ROANOKE TIMES

                         Roanoke Times
                 Copyright (c) 1995, Landmark Communications, Inc.

DATE: SATURDAY, May 21, 1994                   TAG: 9405230164
SECTION: VIRGINIA                    PAGE: A1   EDITION: METRO 
SOURCE: DWAYNE YANCEY STAFF WRITER Note: below
DATELINE:                                 LENGTH: Medium


TSONGAS TOUTS MARKET-BASED HEALTH REFORM

REMEMBER PAUL TSONGAS? The Democratic former presidential candidate was in Salem on Friday, talking up "free market" solutions to health care reform.

\ Former presidential candidate Paul Tsongas predicts Congress will pass a health care reform bill this fall - but it probably won't look much like what President Clinton has proposed.

"The fact is, nobody has any idea what this will look like," Tsongas told a group of Lewis-Gale Hospital employees Friday in Salem.

But Tsongas - a Democrat who's speaking around the country these days on behalf of a Washington-based group that favors free-market solutions to health care problems - ventured a guess.

He's betting that political factors will force both Democrats and Republicans to compromise with what he calls a "bare-bones" health care plan that will make health insurance "portable" from one job to the next and will require companies to cover pre-existing conditions.

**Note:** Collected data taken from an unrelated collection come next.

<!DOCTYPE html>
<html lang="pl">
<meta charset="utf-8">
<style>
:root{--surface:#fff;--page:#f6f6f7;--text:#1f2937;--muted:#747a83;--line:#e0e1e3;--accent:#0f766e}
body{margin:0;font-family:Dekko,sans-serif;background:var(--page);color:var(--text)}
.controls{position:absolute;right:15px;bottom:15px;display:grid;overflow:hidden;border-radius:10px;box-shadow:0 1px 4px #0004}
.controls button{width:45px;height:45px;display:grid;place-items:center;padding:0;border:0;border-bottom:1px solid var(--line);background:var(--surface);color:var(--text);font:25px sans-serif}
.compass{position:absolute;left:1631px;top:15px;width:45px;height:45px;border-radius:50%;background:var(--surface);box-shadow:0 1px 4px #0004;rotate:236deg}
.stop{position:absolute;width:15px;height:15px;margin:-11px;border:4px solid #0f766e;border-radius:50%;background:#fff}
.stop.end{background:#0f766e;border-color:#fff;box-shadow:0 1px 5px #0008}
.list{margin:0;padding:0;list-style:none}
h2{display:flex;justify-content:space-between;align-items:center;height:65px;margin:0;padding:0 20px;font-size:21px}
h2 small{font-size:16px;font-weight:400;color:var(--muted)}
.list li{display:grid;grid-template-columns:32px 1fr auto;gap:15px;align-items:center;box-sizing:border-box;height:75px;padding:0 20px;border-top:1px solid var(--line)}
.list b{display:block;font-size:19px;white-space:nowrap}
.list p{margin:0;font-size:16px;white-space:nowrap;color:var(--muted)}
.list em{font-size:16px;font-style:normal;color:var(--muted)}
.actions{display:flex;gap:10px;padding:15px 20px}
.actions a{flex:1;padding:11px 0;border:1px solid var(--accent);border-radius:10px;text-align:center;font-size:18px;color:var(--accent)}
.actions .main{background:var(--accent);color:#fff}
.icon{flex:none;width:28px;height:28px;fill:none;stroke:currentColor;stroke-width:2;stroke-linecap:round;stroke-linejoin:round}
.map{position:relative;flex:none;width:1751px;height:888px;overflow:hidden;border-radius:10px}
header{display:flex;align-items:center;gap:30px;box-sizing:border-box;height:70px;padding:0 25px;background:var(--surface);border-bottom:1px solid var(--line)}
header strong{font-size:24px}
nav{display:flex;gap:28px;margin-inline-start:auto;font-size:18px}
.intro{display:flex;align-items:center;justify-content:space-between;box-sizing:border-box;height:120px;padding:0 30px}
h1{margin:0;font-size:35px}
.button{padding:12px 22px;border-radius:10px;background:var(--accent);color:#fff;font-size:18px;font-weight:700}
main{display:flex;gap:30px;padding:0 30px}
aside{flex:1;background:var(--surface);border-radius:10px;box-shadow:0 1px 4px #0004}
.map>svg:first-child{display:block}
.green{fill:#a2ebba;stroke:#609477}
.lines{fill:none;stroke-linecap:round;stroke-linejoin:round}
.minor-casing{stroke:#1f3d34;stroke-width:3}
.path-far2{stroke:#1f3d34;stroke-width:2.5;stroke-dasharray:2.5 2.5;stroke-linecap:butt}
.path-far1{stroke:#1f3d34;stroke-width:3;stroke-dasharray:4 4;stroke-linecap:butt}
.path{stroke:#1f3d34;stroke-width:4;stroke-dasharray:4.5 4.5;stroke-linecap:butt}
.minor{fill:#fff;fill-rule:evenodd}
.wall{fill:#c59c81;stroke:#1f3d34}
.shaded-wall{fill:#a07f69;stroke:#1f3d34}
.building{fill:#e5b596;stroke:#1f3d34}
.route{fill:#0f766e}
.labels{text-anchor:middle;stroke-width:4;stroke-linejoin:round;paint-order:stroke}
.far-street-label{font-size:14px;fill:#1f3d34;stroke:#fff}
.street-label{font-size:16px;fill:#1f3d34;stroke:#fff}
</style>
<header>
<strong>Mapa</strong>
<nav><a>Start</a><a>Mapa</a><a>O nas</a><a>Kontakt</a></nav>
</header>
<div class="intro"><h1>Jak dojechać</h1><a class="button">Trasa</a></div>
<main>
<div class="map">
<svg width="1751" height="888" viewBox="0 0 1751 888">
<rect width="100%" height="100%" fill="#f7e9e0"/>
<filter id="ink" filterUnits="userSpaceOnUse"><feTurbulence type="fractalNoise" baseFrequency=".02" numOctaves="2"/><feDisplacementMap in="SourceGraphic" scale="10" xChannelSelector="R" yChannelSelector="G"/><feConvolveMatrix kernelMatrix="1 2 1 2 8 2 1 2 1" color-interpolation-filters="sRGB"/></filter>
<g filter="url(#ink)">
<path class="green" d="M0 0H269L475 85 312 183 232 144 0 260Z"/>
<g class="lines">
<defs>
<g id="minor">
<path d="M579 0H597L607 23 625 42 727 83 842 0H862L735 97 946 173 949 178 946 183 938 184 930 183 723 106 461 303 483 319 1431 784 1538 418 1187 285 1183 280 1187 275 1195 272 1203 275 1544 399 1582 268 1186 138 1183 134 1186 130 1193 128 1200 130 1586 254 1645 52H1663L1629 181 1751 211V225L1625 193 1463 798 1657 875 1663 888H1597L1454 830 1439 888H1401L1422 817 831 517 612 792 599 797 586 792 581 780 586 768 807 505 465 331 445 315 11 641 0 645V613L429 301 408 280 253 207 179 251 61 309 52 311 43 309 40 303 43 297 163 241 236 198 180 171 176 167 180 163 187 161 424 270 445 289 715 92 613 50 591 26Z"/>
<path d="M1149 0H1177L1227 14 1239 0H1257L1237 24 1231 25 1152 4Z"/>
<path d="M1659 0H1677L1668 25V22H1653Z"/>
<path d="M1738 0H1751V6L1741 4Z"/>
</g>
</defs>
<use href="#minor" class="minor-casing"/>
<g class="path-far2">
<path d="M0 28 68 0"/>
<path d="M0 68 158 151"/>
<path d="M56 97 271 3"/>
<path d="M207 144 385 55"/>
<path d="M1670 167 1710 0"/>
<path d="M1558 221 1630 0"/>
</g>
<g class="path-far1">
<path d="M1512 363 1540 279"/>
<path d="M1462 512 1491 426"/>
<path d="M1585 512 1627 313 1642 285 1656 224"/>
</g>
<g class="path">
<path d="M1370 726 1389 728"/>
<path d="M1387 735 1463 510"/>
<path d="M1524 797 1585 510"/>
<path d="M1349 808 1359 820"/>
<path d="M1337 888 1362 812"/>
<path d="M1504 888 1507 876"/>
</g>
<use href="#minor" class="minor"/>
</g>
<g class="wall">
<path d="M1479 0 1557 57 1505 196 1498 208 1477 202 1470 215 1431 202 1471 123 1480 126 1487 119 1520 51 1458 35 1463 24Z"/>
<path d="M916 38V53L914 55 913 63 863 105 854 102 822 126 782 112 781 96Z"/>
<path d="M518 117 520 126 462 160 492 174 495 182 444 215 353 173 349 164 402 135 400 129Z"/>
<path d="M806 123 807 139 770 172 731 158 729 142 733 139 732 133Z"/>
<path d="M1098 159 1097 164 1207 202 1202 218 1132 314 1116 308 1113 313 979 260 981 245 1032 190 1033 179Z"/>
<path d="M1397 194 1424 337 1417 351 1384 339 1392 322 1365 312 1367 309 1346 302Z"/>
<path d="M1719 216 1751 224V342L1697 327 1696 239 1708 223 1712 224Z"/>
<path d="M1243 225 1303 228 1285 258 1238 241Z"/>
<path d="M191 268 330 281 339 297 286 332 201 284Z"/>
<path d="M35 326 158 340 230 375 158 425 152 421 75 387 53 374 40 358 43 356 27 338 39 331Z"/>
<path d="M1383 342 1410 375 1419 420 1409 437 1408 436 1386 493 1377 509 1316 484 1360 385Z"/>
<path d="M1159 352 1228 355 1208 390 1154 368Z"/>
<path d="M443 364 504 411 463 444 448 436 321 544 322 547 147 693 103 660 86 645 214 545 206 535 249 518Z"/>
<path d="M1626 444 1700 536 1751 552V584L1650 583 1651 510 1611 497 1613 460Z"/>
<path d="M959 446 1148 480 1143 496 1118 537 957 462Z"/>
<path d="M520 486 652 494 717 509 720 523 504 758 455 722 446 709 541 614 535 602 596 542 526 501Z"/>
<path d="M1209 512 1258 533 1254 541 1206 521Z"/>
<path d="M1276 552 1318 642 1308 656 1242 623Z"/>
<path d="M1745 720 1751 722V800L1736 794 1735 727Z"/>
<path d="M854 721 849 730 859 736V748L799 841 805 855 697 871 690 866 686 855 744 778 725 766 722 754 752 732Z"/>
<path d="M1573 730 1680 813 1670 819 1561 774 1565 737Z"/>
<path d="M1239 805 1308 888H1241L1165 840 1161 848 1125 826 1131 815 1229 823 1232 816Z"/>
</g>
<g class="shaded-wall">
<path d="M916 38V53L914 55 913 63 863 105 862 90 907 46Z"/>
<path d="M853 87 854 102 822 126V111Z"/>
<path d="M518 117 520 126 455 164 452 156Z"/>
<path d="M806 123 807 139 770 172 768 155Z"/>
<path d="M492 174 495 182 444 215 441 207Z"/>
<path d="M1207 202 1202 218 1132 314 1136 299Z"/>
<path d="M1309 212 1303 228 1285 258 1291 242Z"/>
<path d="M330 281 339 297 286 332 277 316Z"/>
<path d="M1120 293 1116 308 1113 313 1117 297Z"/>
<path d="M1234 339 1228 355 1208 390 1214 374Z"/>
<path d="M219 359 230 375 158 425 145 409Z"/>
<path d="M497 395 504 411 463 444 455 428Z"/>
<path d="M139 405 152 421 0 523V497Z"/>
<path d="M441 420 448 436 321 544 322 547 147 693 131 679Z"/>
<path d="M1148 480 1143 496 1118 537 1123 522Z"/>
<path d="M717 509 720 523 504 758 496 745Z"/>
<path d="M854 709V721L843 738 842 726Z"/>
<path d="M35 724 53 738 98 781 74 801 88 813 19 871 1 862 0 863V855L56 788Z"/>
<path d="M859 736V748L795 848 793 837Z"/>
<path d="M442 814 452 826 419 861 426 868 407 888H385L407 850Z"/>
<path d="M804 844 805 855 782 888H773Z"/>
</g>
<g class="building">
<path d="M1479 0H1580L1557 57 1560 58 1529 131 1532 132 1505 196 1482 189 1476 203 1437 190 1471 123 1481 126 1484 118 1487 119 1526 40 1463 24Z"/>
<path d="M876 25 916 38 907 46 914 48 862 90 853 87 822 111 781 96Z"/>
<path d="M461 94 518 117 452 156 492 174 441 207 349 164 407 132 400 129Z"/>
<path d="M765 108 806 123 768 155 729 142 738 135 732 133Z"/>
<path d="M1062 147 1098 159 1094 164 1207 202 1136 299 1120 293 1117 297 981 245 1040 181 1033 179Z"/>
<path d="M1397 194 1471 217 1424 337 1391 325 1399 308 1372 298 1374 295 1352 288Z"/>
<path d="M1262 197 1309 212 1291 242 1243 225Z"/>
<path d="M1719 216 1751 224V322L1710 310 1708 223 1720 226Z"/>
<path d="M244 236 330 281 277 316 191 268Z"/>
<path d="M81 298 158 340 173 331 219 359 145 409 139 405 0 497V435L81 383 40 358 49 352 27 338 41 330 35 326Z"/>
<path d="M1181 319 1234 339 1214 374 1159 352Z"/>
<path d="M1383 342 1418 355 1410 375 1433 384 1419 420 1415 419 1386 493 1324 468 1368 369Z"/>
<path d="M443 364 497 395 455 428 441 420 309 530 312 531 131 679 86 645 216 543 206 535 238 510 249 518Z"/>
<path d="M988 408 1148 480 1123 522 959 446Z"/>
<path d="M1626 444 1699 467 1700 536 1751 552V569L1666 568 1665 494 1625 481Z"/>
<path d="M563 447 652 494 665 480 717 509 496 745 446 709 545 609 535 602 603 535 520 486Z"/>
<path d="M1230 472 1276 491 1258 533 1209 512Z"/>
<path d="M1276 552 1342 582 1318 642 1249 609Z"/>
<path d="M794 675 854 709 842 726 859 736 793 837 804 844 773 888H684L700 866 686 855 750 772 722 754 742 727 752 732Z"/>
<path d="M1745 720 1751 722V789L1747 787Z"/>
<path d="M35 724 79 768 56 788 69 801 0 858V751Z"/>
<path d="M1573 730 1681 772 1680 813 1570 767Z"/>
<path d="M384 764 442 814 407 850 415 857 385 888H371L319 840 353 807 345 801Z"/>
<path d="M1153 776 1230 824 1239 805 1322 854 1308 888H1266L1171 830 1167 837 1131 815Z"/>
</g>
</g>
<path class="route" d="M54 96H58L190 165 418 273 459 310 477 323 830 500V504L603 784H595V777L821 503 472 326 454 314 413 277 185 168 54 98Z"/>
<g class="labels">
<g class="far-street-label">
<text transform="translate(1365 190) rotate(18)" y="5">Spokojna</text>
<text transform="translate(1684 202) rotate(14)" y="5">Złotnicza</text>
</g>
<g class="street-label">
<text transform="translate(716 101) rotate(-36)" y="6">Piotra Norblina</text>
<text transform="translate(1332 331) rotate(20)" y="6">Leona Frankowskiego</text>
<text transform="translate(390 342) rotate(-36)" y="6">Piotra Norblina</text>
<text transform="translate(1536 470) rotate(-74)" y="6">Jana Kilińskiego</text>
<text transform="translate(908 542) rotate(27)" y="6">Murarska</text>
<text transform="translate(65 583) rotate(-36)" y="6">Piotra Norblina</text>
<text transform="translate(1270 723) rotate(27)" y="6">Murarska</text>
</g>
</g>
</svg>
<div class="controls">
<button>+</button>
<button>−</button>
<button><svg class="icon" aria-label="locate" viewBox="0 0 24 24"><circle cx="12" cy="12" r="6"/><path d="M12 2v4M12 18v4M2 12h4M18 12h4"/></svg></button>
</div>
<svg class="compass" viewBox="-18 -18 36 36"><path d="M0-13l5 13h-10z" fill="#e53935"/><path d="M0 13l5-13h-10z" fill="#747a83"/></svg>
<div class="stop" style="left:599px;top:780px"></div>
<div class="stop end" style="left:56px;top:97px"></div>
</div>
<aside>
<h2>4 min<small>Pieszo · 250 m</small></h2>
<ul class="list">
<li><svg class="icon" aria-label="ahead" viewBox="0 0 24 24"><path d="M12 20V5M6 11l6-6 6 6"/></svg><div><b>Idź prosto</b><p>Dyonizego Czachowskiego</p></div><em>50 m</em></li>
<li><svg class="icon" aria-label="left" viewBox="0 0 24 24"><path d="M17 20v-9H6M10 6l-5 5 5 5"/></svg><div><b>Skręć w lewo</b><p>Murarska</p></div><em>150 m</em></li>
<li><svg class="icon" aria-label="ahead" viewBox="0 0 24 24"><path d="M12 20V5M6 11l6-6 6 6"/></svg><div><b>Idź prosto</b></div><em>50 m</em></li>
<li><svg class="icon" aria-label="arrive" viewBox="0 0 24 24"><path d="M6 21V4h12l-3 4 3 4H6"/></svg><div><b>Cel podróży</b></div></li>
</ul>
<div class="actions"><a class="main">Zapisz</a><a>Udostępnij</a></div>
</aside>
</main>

But Tsongas predicts that Congress eventually will drop the most controversial aspects of the Clinton proposal - such as mandatory health alliances and other high-profile government regulation.

And he's guessing that whatever health care reform bill emerges from Congress won't provide for universal coverage, either.

Clinton has pledged to veto any health care bill that doesn't cover everyone.

"Frankly, I don't take the veto threat seriously," Tsongas told more than 100 doctors, nurses and other Lewis-Gale workers who crowded into the hospital's auditorium.

Clinton will be forced to accept whatever Congress passes, Tsongas said. The mid-term elections this fall likely will see Republicans increase their numbers in both houses of Congress. Plus, Senate Majority Leader George Mitchell, whom Clinton is counting on to shepherd the health care plan, is retiring.

So the president can't wait until next year to get what he wants, Tsongas said. "By '95, there'll be more Republicans in the House and Senate and George Mitchell probably will be baseball commissioner."

Democrats must force through a health care bill "to show they can run the country," Tsongas said. Yet at the same time, he said, Republicans are inclined to seek a compromise "to demonstrate they are not genetically obstructionists."

Lecturing in crowded hospital auditoriums isn't quite how Tsongas had hoped to be spending his time these days. In 1992 the former Massachusetts senator sought his party's nomination for president - and for a time emerged as Clinton's strongest, and perhaps most unlikely, opponent.

Tsongas' brand of liberalism is difficult to pigeonhole on a traditional political spectrum. In some ways, he's to Clinton's left. But Tsongas' emphasis on debt reduction and free-market solutions to health care defies conventional liberal thinking.

And those are the two issues he's spending most of his time talking about now. He's teamed up with former Republican Sen. Warren Rudman of New Hampshire to found the Concord Coalition, a group dedicated to cutting the national debt. (Two other ex-politicians from different sides of the aisle - former Republican Rep. Caldwell Butler and former Democratic Rep. Jim Olin - recently set up a Roanoke chapter.)

Tsongas also is traveling the country speaking on behalf of the Healthcare Leadership Council, a group of health-care companies that support "market-based reform." Among the council's members is Lewis-Gale Hospital, which brought Tsongas to town Friday to share his insights on health care reform.

The main area where Tsongas and most free-market advocates differ is employer mandates - and whether businesses should be forced to provide health care coverage for employees. They say no; Tsongas says yes. "Without it," he said, "you don't have a system."

He acknowledges that mandates will be a burden for some businesses. But he says not having mandates already is a burden for others.

Take a hypothetical couple, he said. "One spouse works for General Motors, and GM provides full family coverage. The other spouse works for Wal-Mart, which provides no coverage. In effect, GM is subsidizing Wal-Mart."